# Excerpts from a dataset
────────────────
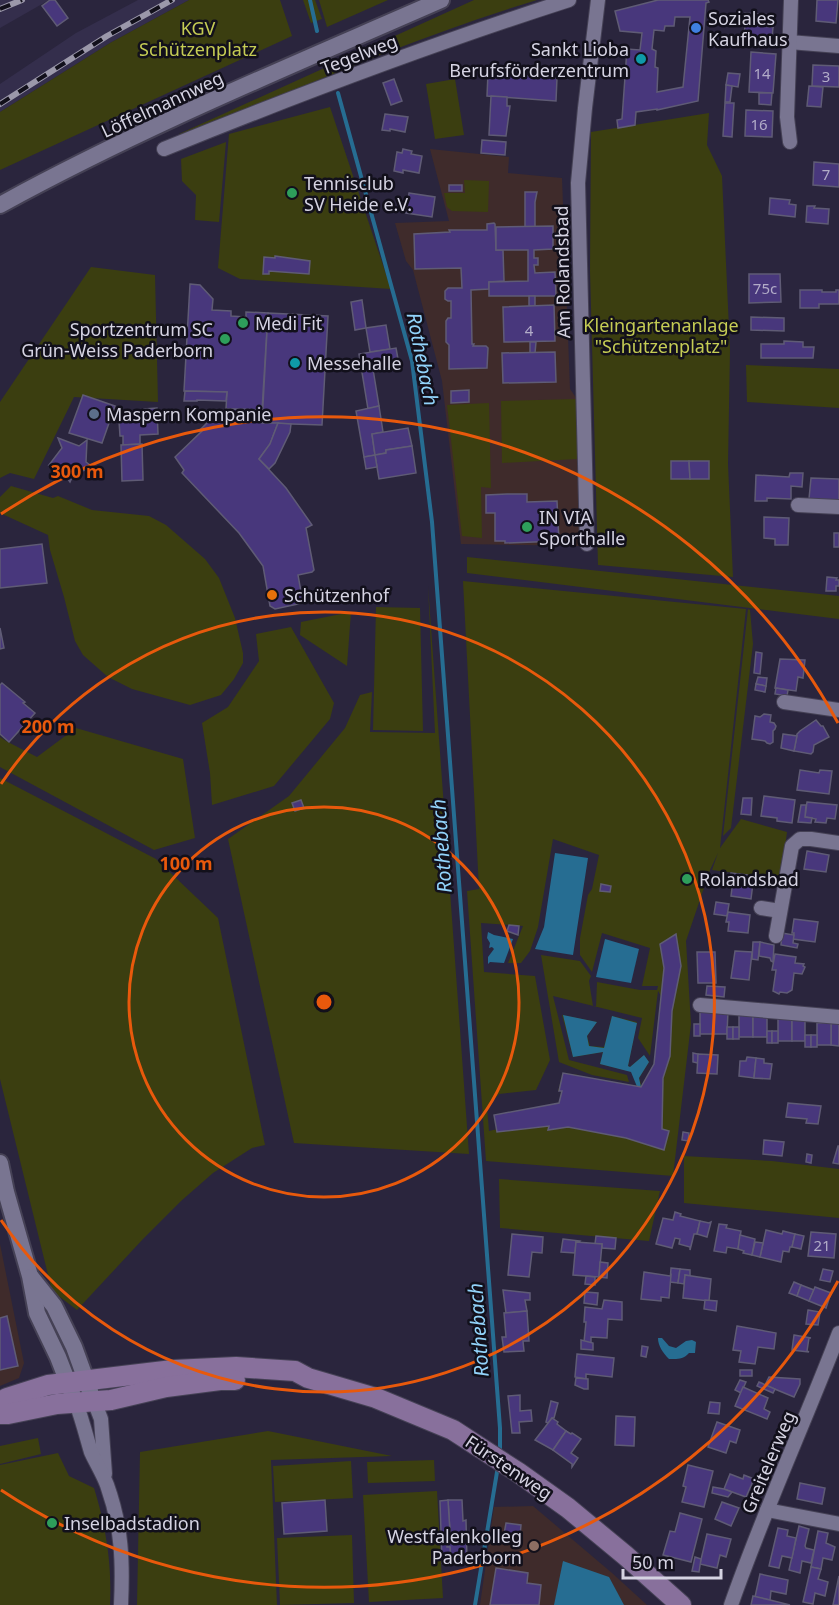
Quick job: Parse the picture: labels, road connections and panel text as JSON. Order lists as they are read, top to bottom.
{
  "streets": {
    "main road": ["Fürstenweg"],
    "street": [
      "Tegelweg",
      "Löffelmannweg",
      "Am Rolandsbad",
      "Greitelerweg"
    ]
  },
  "water": ["Rothebach"],
  "parks": ["KGV Schützenplatz", "Kleingartenanlage \"Schützenplatz\""],
  "places": [
    "Soziales Kaufhaus",
    "Sankt Lioba Berufsförderzentrum",
    "Tennisclub SV Heide e.V.",
    "Medi Fit",
    "Sportzentrum SC Grün-Weiss Paderborn",
    "Messehalle",
    "Maspern Kompanie",
    "IN VIA Sporthalle",
    "Schützenhof",
    "Rolandsbad",
    "Inselbadstadion",
    "Westfalenkolleg Paderborn"
  ],
  "house_numbers": [
    "14",
    "3",
    "16",
    "7",
    "75c",
    "4",
    "21"
  ],
  "scale_bar": "50 m",
  "rings": ["300 m", "200 m", "100 m"]
}
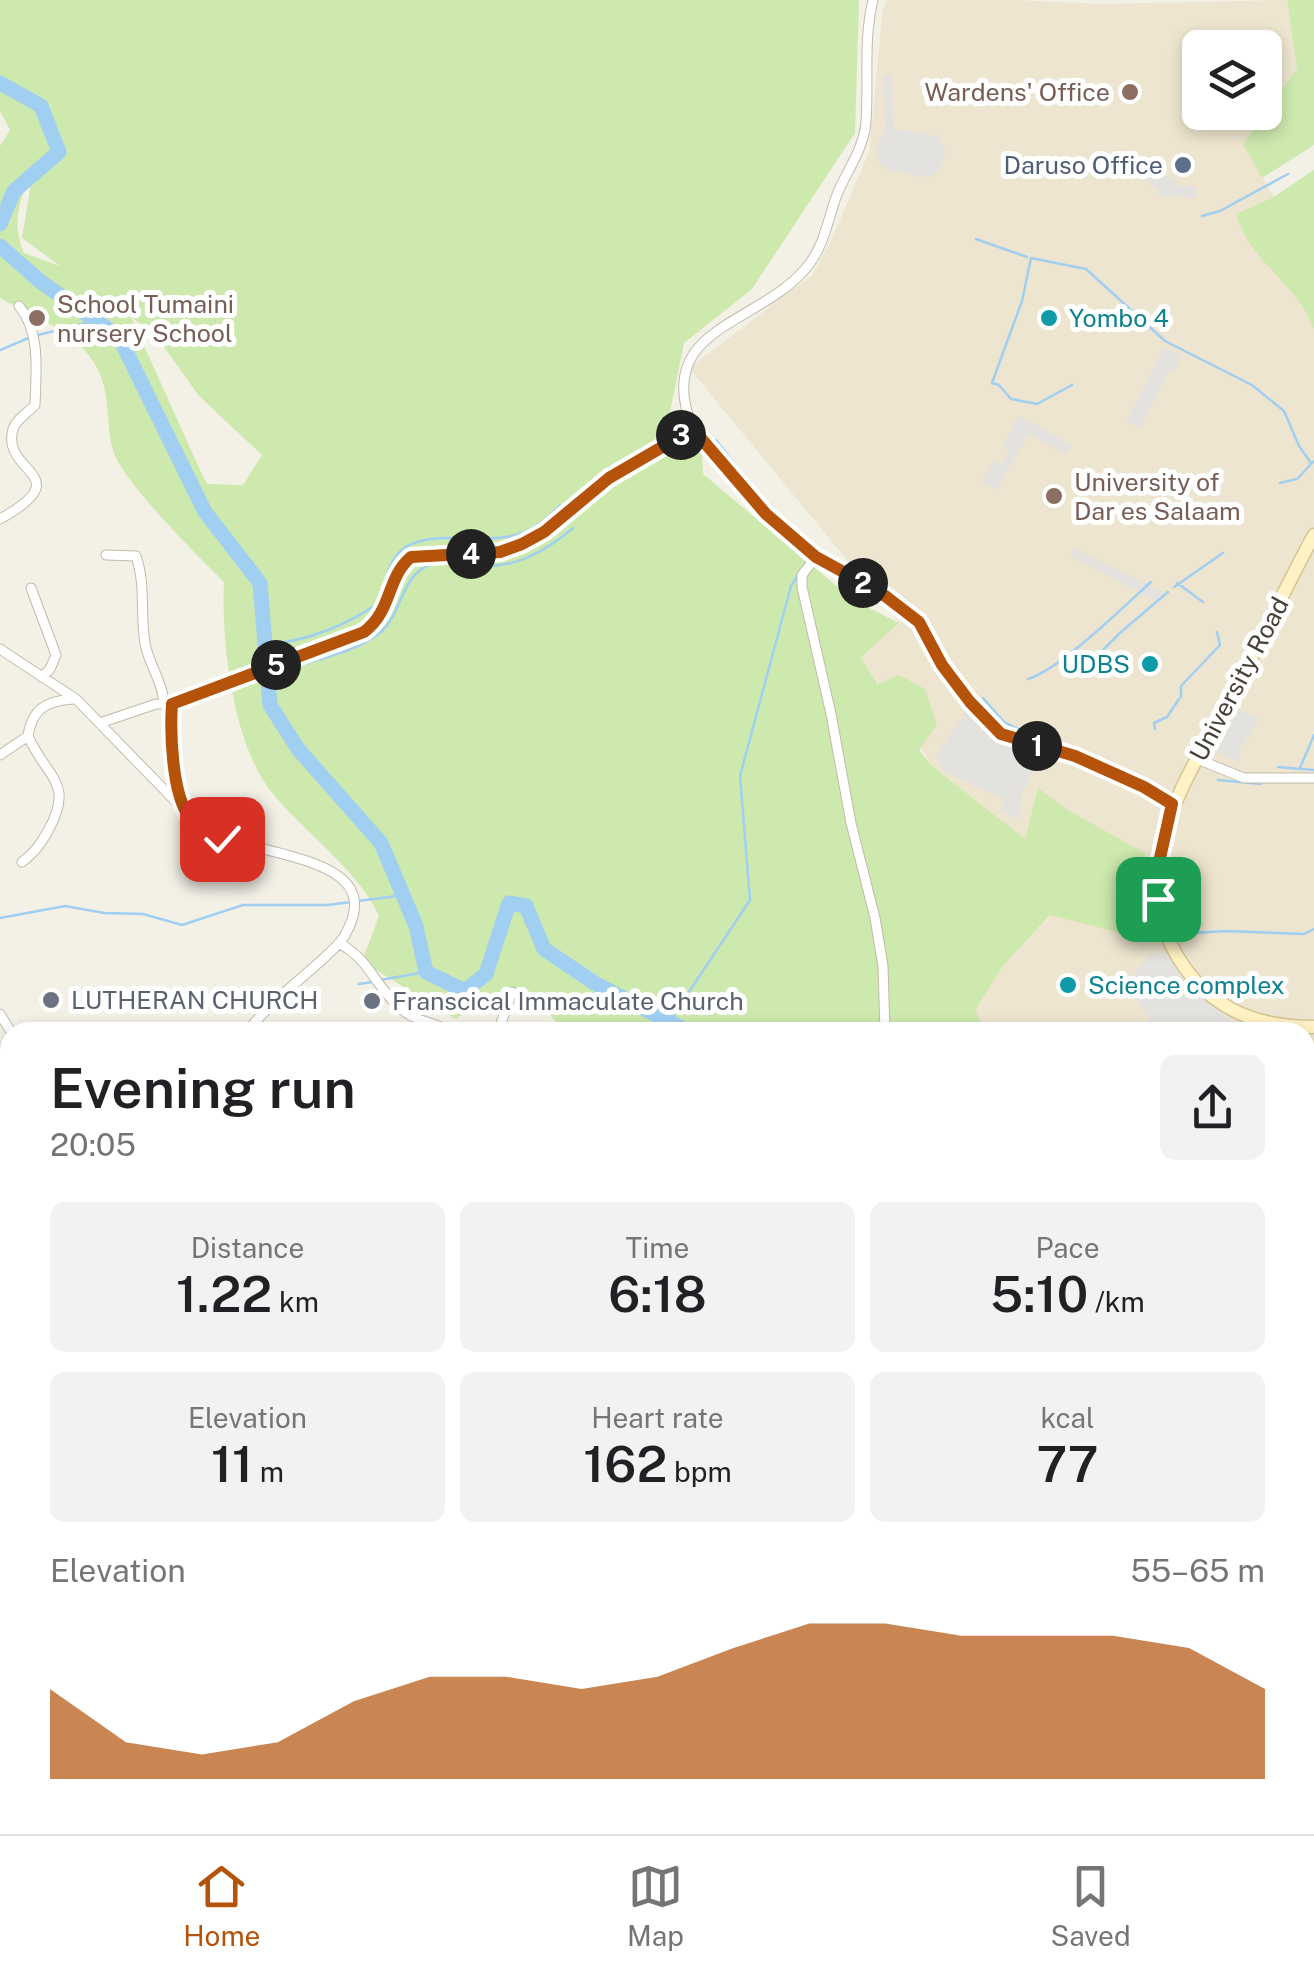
────────────────
# Problem statement
What is needed is an exact repeat of the records, with every picture left out.

# Task result
Quick job: Parse the picture: labels, road connections and panel text as JSON. Order lists as they are read, top to bottom.
{
  "streets": {
    "main road": ["Fürstenweg"],
    "street": [
      "Tegelweg",
      "Löffelmannweg",
      "Am Rolandsbad",
      "Greitelerweg"
    ]
  },
  "water": ["Rothebach"],
  "parks": ["KGV Schützenplatz", "Kleingartenanlage \"Schützenplatz\""],
  "places": [
    "Soziales Kaufhaus",
    "Sankt Lioba Berufsförderzentrum",
    "Tennisclub SV Heide e.V.",
    "Medi Fit",
    "Sportzentrum SC Grün-Weiss Paderborn",
    "Messehalle",
    "Maspern Kompanie",
    "IN VIA Sporthalle",
    "Schützenhof",
    "Rolandsbad",
    "Inselbadstadion",
    "Westfalenkolleg Paderborn"
  ],
  "house_numbers": [
    "14",
    "3",
    "16",
    "7",
    "75c",
    "4",
    "21"
  ],
  "scale_bar": "50 m",
  "rings": ["300 m", "200 m", "100 m"]
}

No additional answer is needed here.